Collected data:

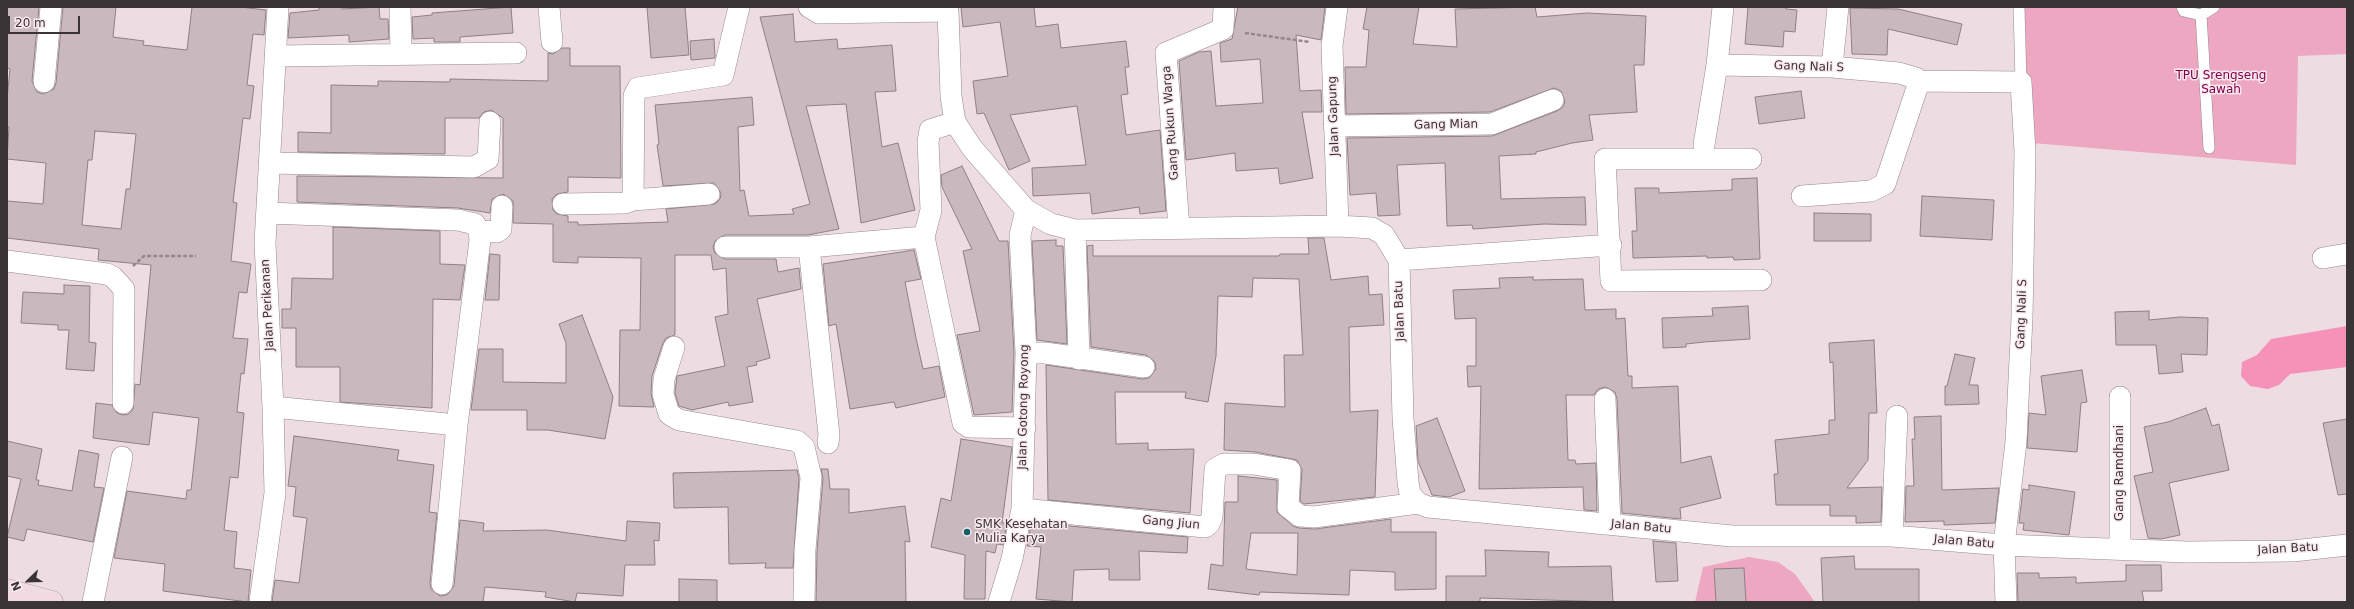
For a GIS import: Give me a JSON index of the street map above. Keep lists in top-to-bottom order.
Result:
{
  "streets": {
    "street": [
      "Gang Nali S",
      "Jalan Gapung",
      "Gang Rukun Warga",
      "Gang Mian",
      "Jalan Perikanan",
      "Jalan Batu",
      "Jalan Gotong Royong",
      "Gang Ramdhani",
      "Gang Jiun"
    ]
  },
  "crossings": [
    ["Gang Nali S", "Jalan Batu"],
    ["Jalan Gapung", "Gang Mian"],
    ["Jalan Gapung", "Jalan Batu"],
    ["Gang Rukun Warga", "Jalan Batu"],
    ["Jalan Batu", "Jalan Gotong Royong"],
    ["Jalan Batu", "Gang Ramdhani"],
    ["Jalan Batu", "Gang Jiun"],
    ["Jalan Gotong Royong", "Gang Jiun"]
  ],
  "parks": ["TPU Srengseng Sawah"],
  "places": ["SMK Kesehatan Mulia Karya"],
  "scale_bar": "20 m",
  "north": "bottom left"
}
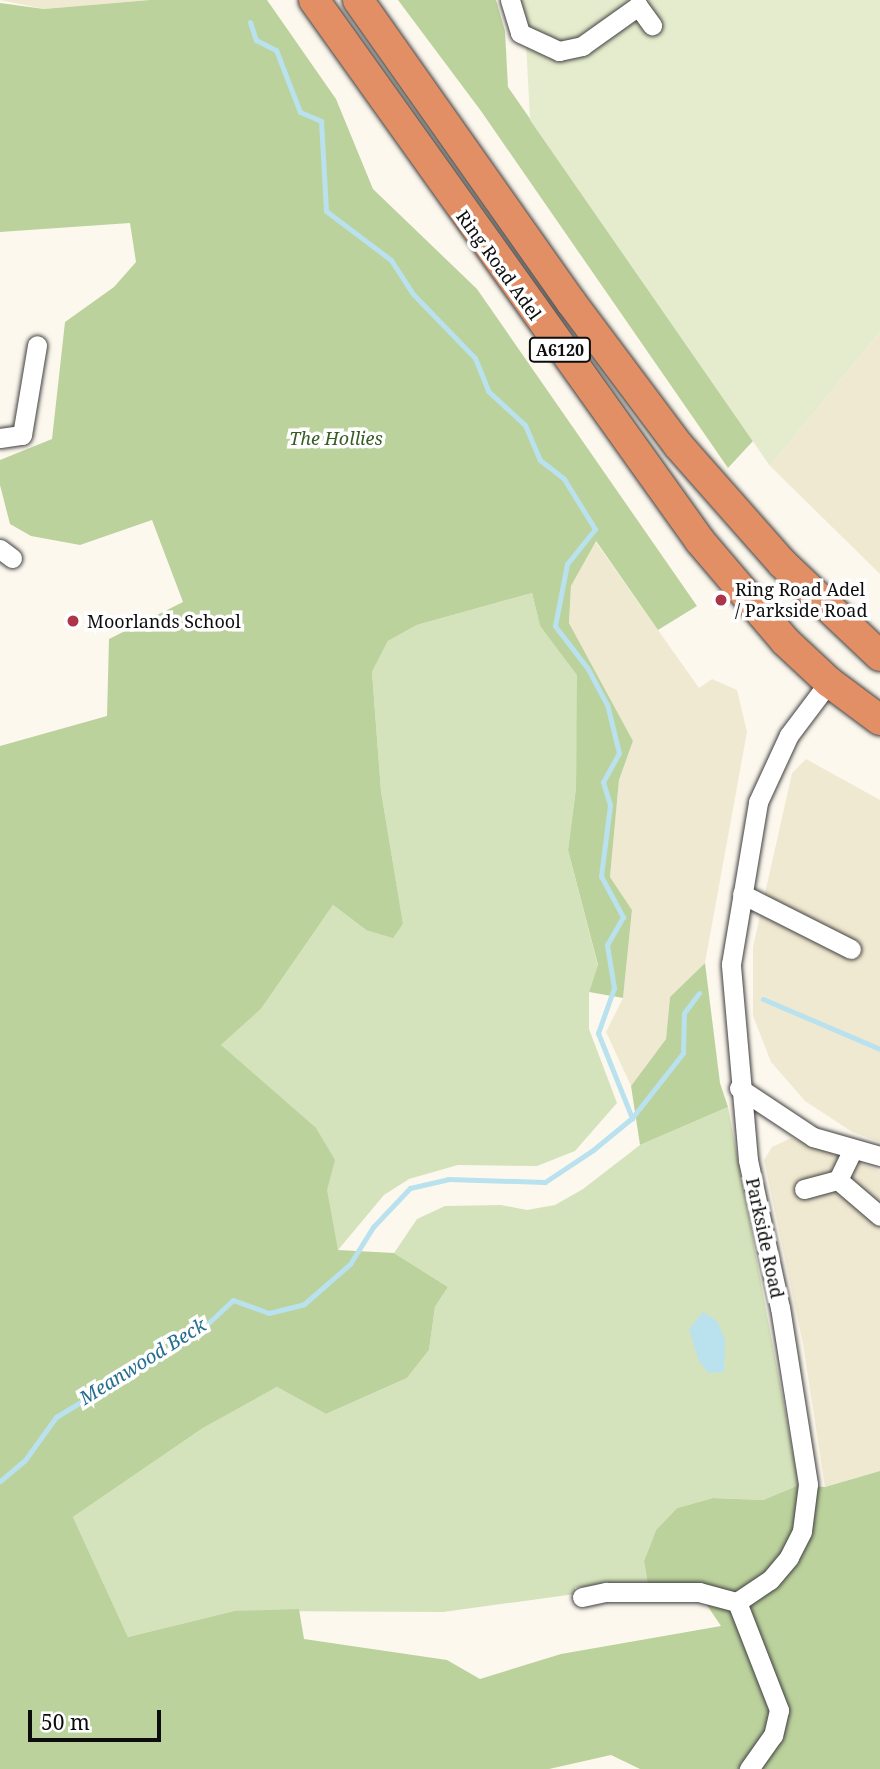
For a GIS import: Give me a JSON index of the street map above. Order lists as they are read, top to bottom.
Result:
{
  "streets": {
    "highway": ["Ring Road Adel", "A6120"],
    "street": ["Parkside Road"]
  },
  "crossings": [
    ["Ring Road Adel", "A6120"],
    ["Ring Road Adel", "Parkside Road"],
    ["A6120", "Parkside Road"]
  ],
  "water": ["Meanwood Beck"],
  "parks": ["The Hollies"],
  "places": ["Ring Road Adel / Parkside Road", "Moorlands School"],
  "scale_bar": "50 m"
}
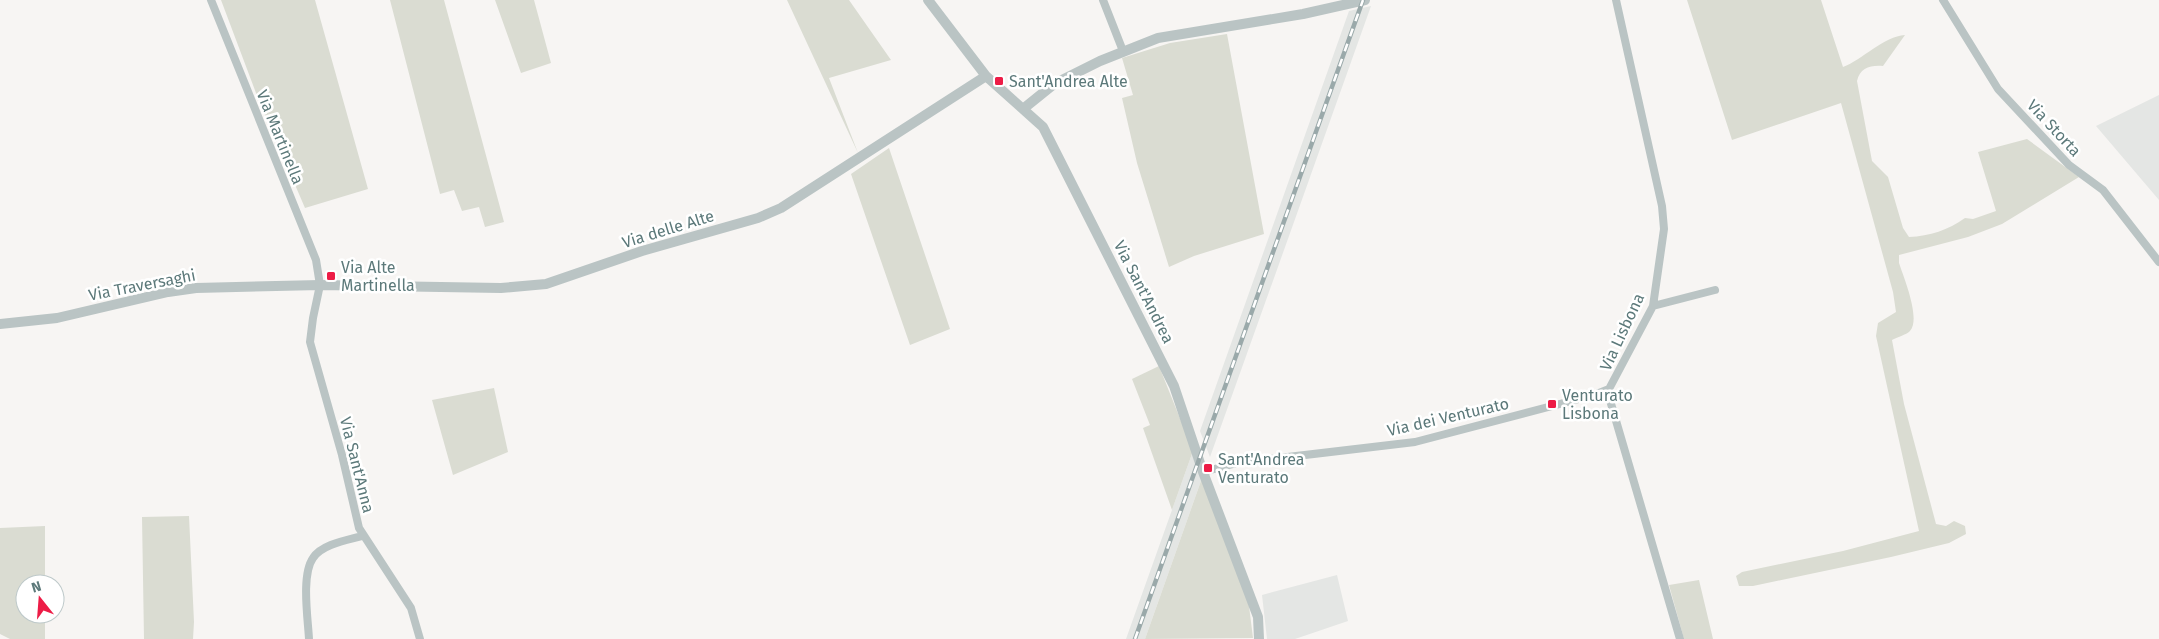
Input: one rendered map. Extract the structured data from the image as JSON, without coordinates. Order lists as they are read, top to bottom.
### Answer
{
  "streets": {
    "street": [
      "Via Storta",
      "Via Martinella",
      "Via delle Alte",
      "Via Traversaghi",
      "Via Sant'Andrea",
      "Via Lisbona",
      "Via dei Venturato",
      "Via Sant'Anna"
    ]
  },
  "crossings": [
    ["Via Martinella", "Via delle Alte"],
    ["Via Martinella", "Via Traversaghi"],
    ["Via Martinella", "Via Sant'Anna"],
    ["Via delle Alte", "Via Traversaghi"],
    ["Via delle Alte", "Via Sant'Andrea"],
    ["Via delle Alte", "Via Sant'Anna"],
    ["Via Traversaghi", "Via Sant'Anna"],
    ["Via Sant'Andrea", "Via dei Venturato"],
    ["Via Lisbona", "Via dei Venturato"]
  ],
  "places": {
    "transit": [
      "Sant'Andrea Alte",
      "Via Alte Martinella",
      "Venturato Lisbona",
      "Sant'Andrea Venturato"
    ]
  },
  "north": "top"
}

#### Aim of the exercise
Would you copy out each line of the records above where the word "index" occurs?

#### Output
For a GIS import: Give me a JSON index of the street map above. Keep lists in top-to-bottom order.
For a GIS import: Give me a JSON index of the street map above. Order lists as they are read, top to bottom.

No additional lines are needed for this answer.